Heritage pigs in America date back to domesticated pigs that were brought over from Europe during the colonial era. Some of the imported pigs escaped and became wild.
Every year, five chefs in each touring city are given a heritage breed and are challenged to create six different dishes out of a whole pig. The winner from each city goes on to the final competition, to be held in 2017 in Chicago. In New York City, there will be a tasting event featuring dishes from chefs Nicole Gajadhar (Saxon & Parole), Ryan Bartlow (Quality Eats), Greg Baxtrom (Olmsted), Aaron Hoskins (City Grit), and Chris Szyjka (Chefs Club by Food & Wine). There will also be a special multicourse dinner at Saxon & Parole, showcasing food cultures and agricultural champions.
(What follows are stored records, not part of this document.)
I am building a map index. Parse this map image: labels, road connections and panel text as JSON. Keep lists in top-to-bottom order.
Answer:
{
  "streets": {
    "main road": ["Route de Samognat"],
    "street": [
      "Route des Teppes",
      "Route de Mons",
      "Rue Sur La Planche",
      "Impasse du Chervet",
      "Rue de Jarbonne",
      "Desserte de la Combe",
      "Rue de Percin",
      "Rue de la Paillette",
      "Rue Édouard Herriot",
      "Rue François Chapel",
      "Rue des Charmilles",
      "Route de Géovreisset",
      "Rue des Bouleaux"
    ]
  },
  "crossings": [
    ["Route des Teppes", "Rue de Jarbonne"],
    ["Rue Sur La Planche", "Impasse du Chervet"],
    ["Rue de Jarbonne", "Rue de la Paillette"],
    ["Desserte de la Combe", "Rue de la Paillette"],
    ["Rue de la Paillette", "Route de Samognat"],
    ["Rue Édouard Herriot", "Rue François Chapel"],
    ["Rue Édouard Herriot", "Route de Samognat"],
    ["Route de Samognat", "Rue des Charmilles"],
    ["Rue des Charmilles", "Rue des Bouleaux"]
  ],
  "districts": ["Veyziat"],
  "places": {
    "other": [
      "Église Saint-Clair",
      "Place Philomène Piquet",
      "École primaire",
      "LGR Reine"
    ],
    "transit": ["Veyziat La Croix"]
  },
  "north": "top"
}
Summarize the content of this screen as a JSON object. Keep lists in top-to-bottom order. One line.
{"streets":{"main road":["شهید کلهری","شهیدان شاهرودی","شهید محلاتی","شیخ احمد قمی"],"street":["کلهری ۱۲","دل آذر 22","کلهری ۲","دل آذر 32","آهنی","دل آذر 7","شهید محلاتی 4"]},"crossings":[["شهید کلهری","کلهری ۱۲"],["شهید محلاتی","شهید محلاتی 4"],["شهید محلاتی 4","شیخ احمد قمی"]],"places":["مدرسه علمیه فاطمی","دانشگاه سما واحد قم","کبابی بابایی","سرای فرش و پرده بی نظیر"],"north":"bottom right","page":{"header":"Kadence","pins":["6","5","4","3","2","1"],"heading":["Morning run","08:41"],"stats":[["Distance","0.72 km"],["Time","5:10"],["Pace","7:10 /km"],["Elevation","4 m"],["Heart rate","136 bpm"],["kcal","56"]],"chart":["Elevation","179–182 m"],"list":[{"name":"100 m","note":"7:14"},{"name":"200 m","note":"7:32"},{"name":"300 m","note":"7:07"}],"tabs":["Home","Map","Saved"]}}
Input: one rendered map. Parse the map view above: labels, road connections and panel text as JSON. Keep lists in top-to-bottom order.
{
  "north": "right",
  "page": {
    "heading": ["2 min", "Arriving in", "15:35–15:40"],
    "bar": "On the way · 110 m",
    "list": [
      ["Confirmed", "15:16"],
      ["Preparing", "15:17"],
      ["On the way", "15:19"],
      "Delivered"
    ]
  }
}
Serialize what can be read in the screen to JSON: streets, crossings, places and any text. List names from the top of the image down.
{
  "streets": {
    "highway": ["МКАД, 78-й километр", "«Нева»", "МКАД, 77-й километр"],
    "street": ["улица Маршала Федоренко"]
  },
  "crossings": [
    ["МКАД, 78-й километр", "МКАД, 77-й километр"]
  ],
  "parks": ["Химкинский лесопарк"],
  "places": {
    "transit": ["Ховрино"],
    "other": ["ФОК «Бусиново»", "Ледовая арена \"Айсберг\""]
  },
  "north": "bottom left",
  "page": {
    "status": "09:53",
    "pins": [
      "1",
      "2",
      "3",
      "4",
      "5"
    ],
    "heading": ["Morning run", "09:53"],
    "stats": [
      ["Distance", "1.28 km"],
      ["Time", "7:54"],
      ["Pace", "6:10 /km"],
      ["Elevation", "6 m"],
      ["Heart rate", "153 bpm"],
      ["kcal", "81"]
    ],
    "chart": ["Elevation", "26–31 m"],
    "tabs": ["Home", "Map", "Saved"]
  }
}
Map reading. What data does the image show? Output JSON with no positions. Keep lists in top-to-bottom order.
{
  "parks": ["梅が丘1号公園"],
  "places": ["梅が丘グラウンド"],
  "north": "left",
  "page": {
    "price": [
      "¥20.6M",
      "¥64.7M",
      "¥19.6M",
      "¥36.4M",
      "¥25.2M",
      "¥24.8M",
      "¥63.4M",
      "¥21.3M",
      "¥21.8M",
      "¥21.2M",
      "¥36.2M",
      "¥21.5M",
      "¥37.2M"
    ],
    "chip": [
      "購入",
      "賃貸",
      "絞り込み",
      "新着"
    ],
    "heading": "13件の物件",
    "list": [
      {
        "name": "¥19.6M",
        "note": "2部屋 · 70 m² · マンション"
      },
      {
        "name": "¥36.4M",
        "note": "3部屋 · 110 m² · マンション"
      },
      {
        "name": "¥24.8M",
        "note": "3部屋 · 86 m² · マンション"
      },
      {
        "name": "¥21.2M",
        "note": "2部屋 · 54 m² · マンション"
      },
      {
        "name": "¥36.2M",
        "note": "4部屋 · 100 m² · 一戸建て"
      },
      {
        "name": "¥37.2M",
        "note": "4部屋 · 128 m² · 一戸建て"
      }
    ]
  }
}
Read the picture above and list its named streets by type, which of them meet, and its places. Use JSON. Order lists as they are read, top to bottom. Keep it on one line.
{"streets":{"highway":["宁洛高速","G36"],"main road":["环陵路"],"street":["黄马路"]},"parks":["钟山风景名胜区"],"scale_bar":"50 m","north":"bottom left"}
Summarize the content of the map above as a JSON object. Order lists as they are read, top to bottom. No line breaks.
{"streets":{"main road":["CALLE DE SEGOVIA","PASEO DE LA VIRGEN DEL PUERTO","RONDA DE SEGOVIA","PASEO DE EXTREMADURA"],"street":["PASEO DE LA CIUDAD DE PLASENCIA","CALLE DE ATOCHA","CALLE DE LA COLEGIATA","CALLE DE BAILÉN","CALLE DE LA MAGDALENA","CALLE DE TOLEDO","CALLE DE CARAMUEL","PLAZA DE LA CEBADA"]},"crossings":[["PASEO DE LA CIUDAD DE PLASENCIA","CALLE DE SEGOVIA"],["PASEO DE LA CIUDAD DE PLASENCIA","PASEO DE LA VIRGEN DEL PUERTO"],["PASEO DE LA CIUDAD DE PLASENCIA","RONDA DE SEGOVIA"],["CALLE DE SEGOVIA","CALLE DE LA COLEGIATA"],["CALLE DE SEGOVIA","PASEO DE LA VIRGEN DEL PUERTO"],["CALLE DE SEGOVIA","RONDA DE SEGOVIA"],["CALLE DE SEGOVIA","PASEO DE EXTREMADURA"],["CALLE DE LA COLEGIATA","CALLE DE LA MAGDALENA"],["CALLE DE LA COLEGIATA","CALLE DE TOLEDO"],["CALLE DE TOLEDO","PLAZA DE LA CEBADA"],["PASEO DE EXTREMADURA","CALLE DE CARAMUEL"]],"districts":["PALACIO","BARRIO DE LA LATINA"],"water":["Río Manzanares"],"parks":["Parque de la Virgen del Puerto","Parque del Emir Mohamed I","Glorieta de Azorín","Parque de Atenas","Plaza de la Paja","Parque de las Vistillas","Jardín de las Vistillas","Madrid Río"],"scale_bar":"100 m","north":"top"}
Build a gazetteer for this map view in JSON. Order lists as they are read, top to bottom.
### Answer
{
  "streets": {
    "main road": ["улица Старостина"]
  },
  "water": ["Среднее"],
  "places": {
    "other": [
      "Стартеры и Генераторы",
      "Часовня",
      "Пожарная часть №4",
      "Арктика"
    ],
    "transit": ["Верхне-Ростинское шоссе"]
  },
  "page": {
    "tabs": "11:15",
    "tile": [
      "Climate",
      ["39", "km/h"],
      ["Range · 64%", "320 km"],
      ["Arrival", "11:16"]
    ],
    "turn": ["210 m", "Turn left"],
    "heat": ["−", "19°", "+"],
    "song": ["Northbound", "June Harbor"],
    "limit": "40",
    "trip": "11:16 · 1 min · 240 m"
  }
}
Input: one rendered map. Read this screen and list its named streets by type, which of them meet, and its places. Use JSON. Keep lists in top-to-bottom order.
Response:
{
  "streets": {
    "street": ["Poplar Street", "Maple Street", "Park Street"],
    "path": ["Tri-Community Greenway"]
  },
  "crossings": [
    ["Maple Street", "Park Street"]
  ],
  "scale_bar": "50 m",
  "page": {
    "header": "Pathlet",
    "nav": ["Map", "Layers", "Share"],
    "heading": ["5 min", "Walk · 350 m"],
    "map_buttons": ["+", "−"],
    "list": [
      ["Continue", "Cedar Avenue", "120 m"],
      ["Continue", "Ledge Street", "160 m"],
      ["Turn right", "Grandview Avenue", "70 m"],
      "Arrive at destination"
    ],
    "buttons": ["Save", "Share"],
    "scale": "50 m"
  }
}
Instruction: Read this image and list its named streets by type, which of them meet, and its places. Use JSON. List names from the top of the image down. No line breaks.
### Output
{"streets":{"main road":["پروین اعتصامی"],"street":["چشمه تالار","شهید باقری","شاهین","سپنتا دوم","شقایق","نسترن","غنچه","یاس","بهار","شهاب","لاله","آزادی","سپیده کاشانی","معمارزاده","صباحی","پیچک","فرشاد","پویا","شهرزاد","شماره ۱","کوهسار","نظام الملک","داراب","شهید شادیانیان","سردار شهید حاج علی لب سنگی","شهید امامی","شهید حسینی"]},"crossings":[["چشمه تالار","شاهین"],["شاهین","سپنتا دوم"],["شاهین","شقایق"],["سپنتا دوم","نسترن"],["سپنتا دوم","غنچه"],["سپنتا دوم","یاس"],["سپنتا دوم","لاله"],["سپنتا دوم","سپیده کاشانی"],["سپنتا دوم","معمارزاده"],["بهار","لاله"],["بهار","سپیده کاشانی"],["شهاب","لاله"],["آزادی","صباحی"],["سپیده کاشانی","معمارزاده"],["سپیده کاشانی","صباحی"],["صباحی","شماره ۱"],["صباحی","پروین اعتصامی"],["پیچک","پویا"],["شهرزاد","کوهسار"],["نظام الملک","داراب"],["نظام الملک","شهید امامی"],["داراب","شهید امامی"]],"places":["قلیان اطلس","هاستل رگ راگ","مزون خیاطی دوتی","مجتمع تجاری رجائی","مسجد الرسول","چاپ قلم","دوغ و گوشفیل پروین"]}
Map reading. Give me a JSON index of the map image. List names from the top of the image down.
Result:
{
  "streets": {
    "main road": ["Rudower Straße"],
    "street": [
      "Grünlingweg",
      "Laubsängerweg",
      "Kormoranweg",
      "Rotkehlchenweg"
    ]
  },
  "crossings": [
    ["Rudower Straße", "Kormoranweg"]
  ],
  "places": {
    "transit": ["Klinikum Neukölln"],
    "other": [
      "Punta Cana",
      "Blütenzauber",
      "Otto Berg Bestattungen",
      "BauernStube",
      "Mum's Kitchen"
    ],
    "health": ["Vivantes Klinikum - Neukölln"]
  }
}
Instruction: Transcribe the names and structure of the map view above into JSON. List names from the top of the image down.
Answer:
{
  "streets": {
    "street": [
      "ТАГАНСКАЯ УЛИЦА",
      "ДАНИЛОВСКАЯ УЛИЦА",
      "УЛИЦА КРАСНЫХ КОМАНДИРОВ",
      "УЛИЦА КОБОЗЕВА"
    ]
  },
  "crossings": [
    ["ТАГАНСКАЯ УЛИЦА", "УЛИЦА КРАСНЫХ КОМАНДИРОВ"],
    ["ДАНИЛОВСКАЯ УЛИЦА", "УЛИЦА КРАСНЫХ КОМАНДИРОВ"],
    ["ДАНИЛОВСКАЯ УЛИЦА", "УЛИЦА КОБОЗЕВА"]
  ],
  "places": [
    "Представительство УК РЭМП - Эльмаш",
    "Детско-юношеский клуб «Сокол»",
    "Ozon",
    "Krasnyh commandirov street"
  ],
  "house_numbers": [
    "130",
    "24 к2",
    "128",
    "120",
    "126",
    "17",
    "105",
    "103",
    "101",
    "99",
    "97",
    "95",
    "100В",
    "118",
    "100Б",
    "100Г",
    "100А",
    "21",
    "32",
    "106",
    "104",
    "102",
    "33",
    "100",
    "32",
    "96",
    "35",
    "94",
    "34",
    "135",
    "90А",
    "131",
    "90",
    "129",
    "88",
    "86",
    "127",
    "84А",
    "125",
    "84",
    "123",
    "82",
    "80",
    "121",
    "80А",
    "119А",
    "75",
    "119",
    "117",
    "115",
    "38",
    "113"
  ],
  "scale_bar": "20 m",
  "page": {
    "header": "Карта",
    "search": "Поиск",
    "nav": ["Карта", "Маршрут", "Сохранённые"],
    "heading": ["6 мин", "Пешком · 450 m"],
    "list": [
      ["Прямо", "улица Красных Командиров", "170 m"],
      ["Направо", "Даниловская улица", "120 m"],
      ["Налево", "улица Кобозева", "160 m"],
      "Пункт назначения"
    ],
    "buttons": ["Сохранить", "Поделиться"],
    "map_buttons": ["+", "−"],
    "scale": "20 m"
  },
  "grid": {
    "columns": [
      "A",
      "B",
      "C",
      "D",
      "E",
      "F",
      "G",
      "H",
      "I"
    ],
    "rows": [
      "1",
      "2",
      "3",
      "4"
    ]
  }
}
There’s also a sommelier face-off for the best pork and wine pairing; a pop-up bakery with breads from La Brea Bakery; a station featuring artisanal cheeses; a tiki bar; and a cocktail bar featuring angostura bitters (for both food pairings and cooking).
Proceeds from the event go to the Piggy Bank, a charity founded by Lowe that provides farmers struck by natural disasters with free heritage pigs and business plans. In 2017, the charity also hopes to launch its own farm in Missouri to raise heritage pigs. Attendees can donate to the cause. $125 to $400 per person.